§ **Problem statement**: Would you show every line from the records that holds "body"?

§ **Recorded information**:
= = = = =

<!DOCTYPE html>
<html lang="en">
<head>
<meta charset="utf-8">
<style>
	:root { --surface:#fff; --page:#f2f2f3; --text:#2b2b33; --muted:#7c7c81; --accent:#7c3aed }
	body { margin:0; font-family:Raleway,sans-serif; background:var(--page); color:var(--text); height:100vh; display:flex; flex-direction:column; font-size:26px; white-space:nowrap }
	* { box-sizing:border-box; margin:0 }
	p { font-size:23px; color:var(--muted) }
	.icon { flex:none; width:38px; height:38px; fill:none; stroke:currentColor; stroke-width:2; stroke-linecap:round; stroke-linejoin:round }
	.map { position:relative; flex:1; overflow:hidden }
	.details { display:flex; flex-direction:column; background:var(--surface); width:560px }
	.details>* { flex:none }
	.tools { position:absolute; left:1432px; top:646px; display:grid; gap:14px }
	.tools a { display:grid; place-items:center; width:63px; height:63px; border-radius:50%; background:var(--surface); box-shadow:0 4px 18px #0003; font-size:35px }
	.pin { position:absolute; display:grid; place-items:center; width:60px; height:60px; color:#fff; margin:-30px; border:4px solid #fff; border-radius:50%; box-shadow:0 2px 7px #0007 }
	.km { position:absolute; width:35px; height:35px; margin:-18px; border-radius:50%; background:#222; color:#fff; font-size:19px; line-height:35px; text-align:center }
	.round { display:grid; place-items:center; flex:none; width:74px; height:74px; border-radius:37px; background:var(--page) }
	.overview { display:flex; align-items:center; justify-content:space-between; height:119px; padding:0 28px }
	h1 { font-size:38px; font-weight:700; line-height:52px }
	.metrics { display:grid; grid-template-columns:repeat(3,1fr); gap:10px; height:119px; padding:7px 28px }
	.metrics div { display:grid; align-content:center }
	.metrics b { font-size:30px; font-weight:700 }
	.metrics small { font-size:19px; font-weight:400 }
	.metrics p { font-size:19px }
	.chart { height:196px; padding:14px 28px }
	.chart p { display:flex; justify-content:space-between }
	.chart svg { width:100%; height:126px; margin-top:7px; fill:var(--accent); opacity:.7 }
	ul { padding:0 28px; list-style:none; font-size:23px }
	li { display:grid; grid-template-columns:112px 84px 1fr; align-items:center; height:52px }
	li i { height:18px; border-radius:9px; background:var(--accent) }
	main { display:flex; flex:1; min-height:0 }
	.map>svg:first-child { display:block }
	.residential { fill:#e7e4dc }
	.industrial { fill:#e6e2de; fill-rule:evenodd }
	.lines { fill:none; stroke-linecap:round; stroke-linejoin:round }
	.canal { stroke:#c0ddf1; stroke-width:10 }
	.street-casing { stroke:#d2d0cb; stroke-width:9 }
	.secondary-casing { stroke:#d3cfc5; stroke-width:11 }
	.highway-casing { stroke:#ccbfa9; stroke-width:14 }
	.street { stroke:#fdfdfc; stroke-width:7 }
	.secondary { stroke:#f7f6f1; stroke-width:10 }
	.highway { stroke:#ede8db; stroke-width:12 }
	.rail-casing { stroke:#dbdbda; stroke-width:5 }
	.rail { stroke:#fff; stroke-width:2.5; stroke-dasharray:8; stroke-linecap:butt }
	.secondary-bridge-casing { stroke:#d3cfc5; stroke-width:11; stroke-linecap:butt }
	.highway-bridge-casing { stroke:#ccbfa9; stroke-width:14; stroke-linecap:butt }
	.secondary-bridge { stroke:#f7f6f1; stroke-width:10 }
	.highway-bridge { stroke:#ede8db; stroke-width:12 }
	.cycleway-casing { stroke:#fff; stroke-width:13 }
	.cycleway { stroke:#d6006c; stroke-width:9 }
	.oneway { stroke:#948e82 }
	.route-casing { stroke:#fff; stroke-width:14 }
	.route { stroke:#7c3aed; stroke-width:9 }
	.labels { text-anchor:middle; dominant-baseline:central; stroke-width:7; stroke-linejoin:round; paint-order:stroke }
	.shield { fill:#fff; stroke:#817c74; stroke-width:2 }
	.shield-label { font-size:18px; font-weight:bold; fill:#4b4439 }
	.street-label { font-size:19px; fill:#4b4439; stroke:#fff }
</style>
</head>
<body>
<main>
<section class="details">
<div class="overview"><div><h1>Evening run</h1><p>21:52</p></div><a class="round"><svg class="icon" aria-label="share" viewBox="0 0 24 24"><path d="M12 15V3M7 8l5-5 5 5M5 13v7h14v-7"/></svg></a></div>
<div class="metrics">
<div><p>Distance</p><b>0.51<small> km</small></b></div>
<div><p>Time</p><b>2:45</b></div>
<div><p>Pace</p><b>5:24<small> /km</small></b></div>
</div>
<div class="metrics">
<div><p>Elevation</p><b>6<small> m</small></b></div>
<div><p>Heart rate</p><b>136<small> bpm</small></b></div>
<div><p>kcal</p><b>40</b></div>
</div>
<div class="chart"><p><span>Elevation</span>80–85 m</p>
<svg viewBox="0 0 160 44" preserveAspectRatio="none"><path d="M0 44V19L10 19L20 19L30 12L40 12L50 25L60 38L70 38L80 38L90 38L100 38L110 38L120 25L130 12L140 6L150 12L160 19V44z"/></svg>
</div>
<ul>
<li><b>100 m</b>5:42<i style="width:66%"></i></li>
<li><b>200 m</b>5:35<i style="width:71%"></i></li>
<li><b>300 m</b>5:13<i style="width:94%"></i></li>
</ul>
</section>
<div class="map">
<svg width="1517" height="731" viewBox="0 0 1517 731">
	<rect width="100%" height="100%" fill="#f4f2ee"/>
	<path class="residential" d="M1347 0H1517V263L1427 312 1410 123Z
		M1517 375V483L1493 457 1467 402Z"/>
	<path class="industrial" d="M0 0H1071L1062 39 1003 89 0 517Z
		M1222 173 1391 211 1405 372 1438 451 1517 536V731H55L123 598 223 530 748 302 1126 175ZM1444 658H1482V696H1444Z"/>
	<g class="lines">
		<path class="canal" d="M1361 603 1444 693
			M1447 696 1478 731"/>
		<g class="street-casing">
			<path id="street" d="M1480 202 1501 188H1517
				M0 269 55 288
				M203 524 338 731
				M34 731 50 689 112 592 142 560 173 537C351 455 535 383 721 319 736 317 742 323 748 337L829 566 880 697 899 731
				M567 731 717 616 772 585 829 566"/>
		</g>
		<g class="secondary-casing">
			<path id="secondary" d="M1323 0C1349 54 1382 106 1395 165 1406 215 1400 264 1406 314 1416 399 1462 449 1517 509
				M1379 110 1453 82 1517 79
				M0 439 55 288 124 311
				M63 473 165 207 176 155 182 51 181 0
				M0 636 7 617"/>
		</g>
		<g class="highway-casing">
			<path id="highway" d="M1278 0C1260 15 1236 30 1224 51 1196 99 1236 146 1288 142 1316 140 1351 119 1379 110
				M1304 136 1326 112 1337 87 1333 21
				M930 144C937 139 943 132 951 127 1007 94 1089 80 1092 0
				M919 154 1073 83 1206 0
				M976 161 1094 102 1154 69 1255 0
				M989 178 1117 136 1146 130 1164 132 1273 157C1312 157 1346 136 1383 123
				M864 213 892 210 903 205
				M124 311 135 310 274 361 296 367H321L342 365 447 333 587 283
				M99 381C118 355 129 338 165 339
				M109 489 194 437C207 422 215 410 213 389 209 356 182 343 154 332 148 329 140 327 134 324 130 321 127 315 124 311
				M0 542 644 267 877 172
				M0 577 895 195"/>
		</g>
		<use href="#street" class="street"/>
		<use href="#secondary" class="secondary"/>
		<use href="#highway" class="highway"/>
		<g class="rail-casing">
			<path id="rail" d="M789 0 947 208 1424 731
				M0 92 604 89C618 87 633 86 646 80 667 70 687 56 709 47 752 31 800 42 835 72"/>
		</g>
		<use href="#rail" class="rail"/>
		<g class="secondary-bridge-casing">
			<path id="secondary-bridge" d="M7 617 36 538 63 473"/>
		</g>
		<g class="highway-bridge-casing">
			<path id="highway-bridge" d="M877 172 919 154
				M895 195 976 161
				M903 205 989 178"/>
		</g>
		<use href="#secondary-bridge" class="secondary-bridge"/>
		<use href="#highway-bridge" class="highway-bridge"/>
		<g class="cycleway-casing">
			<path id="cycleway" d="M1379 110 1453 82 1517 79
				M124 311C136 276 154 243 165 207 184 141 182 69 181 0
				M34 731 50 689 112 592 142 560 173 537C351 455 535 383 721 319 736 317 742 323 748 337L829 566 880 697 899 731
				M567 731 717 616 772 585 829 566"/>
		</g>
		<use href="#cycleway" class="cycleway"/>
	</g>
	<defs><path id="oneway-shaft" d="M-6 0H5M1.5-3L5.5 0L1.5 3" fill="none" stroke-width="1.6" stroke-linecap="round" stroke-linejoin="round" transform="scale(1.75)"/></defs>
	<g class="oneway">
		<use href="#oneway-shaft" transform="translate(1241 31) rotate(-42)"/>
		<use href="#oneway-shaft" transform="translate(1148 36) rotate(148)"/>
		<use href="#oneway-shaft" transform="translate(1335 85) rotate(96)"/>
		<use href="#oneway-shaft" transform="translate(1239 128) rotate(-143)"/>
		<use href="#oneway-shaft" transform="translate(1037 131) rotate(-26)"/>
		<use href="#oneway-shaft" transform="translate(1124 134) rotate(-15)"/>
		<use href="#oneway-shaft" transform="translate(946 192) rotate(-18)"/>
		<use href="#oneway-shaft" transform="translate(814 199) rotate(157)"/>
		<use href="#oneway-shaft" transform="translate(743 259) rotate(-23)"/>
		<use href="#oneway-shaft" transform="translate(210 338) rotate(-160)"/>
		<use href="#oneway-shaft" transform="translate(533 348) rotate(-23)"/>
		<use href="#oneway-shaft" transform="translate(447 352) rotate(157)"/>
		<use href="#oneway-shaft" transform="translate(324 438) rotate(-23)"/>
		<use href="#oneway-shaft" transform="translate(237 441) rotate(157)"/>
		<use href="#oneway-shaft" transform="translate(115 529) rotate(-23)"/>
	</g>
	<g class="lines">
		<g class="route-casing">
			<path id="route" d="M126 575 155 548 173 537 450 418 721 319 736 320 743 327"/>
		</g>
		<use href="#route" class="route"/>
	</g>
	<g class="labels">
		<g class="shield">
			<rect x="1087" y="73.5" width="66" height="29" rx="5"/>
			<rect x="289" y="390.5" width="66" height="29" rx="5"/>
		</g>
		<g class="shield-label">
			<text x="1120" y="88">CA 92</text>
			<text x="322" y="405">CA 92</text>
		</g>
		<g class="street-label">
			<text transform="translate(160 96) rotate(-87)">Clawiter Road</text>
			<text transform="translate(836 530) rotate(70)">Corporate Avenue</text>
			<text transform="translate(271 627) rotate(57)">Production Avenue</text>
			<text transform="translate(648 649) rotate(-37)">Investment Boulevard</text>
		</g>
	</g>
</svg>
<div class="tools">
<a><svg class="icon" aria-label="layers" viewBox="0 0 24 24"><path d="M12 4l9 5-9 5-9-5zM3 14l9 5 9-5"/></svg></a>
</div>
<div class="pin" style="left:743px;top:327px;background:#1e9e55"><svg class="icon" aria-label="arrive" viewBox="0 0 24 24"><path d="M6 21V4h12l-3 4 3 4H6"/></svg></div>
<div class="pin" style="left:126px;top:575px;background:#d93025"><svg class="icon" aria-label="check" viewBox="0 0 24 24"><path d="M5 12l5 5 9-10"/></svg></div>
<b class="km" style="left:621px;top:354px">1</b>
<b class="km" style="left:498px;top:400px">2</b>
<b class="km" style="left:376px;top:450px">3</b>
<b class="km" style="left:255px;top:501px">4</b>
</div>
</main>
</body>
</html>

= = = = =

§ **Written answer**:
	body { margin:0; font-family:Raleway,sans-serif; background:var(--page); color:var(--text); height:100vh; display:flex; flex-direction:column; font-size:26px; white-space:nowrap }
<body>
</body>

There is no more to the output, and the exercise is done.